**Source material**.
== == ==

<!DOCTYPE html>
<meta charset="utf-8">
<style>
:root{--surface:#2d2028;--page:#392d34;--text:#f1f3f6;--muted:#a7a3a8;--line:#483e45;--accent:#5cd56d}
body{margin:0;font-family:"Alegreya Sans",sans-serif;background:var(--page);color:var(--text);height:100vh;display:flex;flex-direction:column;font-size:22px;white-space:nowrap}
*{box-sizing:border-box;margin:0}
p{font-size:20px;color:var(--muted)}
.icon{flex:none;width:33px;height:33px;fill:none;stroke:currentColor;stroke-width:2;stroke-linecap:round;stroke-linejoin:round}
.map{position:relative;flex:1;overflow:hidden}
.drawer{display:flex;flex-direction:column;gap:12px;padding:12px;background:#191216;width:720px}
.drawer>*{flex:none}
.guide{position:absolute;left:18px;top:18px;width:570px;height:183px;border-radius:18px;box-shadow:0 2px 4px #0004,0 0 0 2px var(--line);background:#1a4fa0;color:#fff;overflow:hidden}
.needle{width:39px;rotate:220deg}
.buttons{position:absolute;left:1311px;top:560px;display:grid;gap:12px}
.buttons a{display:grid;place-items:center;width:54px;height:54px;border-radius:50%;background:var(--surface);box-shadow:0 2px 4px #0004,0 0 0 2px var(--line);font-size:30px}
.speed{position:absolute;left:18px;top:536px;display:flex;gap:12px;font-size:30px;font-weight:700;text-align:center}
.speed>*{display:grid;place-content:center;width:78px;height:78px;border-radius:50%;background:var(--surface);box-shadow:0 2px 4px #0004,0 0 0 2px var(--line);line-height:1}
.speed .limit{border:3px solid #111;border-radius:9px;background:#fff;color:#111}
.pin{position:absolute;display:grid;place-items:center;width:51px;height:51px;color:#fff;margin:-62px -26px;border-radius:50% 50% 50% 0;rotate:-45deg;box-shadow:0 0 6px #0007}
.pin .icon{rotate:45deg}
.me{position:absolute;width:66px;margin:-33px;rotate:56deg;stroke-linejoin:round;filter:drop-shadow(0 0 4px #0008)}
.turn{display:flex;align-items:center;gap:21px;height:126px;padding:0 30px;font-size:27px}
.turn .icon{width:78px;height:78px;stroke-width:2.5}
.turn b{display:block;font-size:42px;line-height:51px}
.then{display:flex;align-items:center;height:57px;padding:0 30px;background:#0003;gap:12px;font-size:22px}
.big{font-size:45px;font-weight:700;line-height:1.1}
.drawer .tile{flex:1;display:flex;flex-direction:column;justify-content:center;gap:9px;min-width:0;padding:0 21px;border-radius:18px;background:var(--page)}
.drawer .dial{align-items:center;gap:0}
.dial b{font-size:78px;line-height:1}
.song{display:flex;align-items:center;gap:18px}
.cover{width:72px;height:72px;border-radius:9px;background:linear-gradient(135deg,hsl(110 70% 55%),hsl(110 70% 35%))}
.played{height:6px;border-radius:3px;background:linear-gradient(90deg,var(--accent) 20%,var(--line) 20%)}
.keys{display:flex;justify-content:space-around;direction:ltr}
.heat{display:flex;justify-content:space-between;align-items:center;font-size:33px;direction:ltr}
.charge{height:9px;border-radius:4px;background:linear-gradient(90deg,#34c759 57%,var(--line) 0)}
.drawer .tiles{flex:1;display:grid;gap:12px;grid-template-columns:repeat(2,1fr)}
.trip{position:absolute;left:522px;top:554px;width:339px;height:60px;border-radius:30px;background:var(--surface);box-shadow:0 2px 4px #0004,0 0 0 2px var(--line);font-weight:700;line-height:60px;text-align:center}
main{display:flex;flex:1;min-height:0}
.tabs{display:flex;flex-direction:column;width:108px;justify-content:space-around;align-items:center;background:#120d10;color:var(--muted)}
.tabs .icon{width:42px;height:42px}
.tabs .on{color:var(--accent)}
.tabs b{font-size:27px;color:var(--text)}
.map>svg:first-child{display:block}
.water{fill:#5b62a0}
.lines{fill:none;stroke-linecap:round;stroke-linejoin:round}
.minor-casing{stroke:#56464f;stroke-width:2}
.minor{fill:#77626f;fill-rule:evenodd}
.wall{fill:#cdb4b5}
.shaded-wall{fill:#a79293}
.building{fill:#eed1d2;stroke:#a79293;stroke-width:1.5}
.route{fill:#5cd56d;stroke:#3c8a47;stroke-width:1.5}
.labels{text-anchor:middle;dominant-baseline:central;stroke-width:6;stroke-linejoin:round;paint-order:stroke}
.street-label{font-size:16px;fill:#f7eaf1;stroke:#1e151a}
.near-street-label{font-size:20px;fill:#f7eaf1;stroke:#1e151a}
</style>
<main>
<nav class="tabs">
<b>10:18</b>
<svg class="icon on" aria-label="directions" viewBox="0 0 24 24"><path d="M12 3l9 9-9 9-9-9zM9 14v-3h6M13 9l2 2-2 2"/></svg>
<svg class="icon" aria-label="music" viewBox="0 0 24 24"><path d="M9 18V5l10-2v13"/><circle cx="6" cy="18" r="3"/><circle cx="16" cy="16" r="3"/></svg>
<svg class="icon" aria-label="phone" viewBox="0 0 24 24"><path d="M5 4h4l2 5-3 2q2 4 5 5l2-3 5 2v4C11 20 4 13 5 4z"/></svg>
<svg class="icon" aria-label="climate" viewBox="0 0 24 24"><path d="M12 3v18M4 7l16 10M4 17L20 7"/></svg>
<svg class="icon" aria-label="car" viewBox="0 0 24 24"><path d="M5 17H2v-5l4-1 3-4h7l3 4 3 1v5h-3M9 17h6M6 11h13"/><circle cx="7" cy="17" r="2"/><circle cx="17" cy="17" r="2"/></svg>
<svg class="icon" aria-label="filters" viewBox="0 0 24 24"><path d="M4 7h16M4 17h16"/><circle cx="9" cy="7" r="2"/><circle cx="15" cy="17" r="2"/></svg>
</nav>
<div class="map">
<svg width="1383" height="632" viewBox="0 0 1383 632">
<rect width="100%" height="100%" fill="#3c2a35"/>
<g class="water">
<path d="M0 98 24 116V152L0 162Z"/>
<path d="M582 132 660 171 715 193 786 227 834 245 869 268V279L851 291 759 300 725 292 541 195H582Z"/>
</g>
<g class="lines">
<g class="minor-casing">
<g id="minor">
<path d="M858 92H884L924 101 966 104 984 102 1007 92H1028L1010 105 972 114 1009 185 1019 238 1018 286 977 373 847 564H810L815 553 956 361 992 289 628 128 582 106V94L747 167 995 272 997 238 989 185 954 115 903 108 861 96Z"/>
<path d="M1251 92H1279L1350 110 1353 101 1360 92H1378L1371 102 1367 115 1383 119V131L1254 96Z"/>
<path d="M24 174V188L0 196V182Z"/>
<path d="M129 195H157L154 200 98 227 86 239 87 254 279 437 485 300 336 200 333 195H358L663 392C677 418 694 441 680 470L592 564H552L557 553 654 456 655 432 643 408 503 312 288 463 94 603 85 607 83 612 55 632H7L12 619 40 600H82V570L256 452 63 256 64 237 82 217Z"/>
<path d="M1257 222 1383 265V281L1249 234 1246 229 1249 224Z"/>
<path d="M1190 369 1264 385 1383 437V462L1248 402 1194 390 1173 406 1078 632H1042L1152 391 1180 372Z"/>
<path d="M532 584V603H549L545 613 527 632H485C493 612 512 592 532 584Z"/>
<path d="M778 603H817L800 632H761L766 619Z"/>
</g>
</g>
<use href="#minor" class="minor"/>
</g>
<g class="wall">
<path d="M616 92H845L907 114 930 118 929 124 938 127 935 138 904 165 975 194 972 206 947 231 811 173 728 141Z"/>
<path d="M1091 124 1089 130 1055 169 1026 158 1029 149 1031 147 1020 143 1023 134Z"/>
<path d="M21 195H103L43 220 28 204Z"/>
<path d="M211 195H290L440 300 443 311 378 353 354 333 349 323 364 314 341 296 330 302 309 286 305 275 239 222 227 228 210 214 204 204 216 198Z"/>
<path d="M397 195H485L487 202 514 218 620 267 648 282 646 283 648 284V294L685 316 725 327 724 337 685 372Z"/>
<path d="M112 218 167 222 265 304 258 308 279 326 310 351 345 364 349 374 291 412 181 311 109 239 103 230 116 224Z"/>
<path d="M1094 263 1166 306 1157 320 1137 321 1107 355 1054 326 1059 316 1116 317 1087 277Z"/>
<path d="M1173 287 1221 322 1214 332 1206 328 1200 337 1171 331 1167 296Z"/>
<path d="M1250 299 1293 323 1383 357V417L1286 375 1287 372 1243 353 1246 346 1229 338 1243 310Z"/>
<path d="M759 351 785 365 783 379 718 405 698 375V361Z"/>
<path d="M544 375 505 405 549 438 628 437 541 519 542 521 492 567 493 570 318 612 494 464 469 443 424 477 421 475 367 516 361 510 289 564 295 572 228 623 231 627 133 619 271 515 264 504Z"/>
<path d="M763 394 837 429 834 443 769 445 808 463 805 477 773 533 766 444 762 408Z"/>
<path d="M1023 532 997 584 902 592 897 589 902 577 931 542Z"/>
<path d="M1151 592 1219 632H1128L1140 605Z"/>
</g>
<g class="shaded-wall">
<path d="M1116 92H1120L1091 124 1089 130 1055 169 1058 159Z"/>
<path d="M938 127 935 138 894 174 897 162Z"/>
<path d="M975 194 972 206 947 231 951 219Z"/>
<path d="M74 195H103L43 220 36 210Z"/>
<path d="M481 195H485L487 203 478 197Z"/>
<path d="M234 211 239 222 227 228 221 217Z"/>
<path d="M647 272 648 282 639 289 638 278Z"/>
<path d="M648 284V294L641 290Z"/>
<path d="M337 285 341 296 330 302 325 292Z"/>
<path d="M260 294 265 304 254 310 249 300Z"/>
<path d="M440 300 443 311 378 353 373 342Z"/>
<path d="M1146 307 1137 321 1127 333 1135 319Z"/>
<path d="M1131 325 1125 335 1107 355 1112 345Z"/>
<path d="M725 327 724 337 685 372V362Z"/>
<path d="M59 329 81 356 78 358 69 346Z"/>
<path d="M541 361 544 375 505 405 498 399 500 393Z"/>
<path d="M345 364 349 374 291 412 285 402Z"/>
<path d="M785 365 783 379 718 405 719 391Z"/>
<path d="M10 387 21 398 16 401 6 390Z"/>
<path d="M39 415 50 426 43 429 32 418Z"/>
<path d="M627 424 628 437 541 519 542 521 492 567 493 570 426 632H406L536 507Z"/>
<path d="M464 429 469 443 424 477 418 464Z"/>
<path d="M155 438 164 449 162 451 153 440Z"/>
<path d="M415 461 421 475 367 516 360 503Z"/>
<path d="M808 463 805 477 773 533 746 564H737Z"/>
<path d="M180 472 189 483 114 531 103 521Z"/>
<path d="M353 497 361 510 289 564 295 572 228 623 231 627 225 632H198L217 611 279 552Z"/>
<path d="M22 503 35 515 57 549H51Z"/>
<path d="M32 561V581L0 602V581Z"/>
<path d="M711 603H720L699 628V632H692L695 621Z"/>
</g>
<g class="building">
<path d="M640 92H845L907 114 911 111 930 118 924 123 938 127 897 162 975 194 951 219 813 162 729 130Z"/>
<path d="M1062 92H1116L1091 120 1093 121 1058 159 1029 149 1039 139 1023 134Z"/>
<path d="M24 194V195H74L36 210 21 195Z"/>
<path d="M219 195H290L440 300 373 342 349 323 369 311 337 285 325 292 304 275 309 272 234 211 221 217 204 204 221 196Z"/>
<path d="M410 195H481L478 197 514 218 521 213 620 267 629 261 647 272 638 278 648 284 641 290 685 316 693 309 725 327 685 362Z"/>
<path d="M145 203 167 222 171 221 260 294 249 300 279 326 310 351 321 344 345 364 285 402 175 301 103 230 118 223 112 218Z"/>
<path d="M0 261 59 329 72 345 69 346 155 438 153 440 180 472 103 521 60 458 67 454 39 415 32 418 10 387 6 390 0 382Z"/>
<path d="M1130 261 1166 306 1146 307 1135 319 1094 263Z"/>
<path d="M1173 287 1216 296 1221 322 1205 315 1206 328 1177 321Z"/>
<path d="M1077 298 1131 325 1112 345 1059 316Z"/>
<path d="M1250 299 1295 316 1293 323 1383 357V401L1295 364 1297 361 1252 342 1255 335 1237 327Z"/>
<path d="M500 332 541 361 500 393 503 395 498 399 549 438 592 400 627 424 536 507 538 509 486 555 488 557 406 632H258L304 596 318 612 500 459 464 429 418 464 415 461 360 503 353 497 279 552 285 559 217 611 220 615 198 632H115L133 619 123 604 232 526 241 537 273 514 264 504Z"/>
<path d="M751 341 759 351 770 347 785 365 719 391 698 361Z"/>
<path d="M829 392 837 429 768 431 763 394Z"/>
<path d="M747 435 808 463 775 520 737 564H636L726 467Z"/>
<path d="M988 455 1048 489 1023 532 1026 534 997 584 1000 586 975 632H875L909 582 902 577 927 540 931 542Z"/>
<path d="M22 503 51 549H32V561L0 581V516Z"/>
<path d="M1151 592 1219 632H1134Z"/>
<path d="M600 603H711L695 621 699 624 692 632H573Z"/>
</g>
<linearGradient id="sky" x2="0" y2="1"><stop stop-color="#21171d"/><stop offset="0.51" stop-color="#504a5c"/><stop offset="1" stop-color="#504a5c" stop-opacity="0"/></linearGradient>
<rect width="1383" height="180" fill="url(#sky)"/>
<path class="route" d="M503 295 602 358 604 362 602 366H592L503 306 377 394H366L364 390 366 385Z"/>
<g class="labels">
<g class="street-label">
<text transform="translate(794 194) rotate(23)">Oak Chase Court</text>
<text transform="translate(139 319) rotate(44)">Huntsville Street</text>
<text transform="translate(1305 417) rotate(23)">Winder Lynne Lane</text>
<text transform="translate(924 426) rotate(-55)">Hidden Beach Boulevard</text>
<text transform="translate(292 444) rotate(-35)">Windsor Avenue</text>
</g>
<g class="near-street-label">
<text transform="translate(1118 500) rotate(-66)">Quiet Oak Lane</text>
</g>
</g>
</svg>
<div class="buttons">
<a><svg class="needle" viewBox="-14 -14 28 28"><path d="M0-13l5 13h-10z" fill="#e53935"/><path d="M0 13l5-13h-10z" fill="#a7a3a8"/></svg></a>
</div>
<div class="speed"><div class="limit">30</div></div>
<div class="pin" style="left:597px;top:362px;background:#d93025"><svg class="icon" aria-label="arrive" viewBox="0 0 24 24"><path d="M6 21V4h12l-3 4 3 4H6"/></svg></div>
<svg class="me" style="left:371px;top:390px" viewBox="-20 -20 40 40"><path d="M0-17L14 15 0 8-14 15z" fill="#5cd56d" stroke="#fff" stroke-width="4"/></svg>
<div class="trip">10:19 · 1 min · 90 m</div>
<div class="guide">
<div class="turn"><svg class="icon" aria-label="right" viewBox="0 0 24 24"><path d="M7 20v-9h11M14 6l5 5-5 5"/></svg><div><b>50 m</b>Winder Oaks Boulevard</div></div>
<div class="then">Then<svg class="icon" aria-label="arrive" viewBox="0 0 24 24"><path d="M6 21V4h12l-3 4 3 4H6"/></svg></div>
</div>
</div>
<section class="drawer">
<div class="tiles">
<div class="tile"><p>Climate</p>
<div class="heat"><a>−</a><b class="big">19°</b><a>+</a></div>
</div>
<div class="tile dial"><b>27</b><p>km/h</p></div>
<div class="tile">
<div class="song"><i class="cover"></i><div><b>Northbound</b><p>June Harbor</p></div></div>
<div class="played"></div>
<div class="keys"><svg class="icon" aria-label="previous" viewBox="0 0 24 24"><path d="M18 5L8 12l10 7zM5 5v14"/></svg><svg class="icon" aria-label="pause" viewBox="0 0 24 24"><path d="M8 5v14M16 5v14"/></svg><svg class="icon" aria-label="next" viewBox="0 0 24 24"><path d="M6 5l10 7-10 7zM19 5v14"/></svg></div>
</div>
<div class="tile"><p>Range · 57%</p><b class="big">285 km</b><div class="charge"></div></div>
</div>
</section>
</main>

== == ==

Find "92H1116L1091 120 1093" in the entries above and copy that whole line exactly, then each line after it through the line that contains "203 167 222".

<path d="M1062 92H1116L1091 120 1093 121 1058 159 1029 149 1039 139 1023 134Z"/>
<path d="M24 194V195H74L36 210 21 195Z"/>
<path d="M219 195H290L440 300 373 342 349 323 369 311 337 285 325 292 304 275 309 272 234 211 221 217 204 204 221 196Z"/>
<path d="M410 195H481L478 197 514 218 521 213 620 267 629 261 647 272 638 278 648 284 641 290 685 316 693 309 725 327 685 362Z"/>
<path d="M145 203 167 222 171 221 260 294 249 300 279 326 310 351 321 344 345 364 285 402 175 301 103 230 118 223 112 218Z"/>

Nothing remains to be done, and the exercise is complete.